----- Given data -----

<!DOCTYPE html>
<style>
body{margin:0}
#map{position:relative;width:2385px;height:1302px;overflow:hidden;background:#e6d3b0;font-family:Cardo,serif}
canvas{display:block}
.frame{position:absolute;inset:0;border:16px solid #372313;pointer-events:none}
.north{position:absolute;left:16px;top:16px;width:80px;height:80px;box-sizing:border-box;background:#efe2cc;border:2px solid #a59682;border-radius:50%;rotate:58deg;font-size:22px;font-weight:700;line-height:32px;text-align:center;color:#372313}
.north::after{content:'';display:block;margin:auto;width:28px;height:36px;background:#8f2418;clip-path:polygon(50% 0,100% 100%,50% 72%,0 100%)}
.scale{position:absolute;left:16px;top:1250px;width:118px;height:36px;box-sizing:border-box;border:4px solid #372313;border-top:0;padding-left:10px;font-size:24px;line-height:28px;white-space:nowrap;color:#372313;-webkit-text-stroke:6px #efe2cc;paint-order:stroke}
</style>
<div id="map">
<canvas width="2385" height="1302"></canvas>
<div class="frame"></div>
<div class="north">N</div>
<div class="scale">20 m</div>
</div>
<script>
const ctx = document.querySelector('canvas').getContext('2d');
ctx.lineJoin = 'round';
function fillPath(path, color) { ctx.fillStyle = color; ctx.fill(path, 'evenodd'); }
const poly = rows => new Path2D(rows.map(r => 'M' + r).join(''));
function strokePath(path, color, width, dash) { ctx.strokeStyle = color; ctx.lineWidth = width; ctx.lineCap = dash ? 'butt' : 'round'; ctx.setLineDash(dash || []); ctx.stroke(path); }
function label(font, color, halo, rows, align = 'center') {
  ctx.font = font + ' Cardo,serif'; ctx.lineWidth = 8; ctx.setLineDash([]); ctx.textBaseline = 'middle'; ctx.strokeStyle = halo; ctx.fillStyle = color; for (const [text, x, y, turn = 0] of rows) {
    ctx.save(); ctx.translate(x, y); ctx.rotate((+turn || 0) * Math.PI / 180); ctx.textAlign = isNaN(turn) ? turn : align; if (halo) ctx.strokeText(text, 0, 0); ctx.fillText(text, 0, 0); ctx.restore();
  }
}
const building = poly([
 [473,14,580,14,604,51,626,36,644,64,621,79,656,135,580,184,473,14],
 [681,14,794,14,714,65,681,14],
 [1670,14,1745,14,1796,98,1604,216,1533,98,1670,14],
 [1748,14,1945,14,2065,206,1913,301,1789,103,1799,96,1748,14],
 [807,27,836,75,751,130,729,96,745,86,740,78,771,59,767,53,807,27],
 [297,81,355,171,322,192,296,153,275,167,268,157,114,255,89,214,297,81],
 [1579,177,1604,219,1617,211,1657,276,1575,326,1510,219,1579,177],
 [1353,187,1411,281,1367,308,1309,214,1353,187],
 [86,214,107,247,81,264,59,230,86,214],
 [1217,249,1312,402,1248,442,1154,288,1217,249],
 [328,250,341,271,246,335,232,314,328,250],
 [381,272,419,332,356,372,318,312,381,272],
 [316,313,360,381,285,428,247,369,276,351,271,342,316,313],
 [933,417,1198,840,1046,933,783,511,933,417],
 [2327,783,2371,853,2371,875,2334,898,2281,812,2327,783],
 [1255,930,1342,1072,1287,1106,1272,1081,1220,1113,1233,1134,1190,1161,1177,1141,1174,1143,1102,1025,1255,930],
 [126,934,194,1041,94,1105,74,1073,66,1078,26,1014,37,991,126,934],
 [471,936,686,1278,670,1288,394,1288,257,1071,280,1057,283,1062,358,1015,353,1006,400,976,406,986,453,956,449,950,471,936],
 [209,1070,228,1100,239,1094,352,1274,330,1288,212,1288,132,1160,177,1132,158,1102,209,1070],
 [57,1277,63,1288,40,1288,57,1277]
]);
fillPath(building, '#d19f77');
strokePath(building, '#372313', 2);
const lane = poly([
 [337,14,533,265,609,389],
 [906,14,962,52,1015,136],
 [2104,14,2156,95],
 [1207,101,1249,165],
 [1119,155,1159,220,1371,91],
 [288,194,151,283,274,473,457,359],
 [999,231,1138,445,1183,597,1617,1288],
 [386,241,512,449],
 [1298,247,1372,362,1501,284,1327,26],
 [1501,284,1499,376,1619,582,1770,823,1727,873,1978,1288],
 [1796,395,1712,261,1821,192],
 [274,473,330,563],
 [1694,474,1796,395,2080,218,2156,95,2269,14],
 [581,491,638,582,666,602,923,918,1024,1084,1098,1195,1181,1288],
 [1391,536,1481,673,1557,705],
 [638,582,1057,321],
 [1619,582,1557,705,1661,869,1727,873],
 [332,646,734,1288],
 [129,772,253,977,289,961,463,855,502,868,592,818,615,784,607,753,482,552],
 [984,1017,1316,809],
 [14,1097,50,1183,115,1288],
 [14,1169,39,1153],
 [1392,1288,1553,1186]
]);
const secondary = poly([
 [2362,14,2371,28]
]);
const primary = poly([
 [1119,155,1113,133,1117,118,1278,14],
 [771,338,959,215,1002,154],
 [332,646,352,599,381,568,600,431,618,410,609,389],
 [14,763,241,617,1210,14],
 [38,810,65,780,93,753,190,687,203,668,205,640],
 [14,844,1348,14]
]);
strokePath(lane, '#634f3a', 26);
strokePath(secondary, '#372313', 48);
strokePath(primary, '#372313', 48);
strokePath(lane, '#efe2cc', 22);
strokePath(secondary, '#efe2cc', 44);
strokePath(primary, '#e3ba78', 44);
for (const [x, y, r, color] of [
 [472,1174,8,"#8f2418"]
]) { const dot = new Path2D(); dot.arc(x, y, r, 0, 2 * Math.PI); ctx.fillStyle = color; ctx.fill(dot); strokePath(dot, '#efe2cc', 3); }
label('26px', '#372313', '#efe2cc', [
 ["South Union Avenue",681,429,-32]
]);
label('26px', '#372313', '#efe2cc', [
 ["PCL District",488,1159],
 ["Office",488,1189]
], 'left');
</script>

-----

Work task —
Track down all lines above with the string "halo" and copy them.

Your solution —
function label(font, color, halo, rows, align = 'center') {
  ctx.font = font + ' Cardo,serif'; ctx.lineWidth = 8; ctx.setLineDash([]); ctx.textBaseline = 'middle'; ctx.strokeStyle = halo; ctx.fillStyle = color; for (const [text, x, y, turn = 0] of rows) {
    ctx.save(); ctx.translate(x, y); ctx.rotate((+turn || 0) * Math.PI / 180); ctx.textAlign = isNaN(turn) ? turn : align; if (halo) ctx.strokeText(text, 0, 0); ctx.fillText(text, 0, 0); ctx.restore();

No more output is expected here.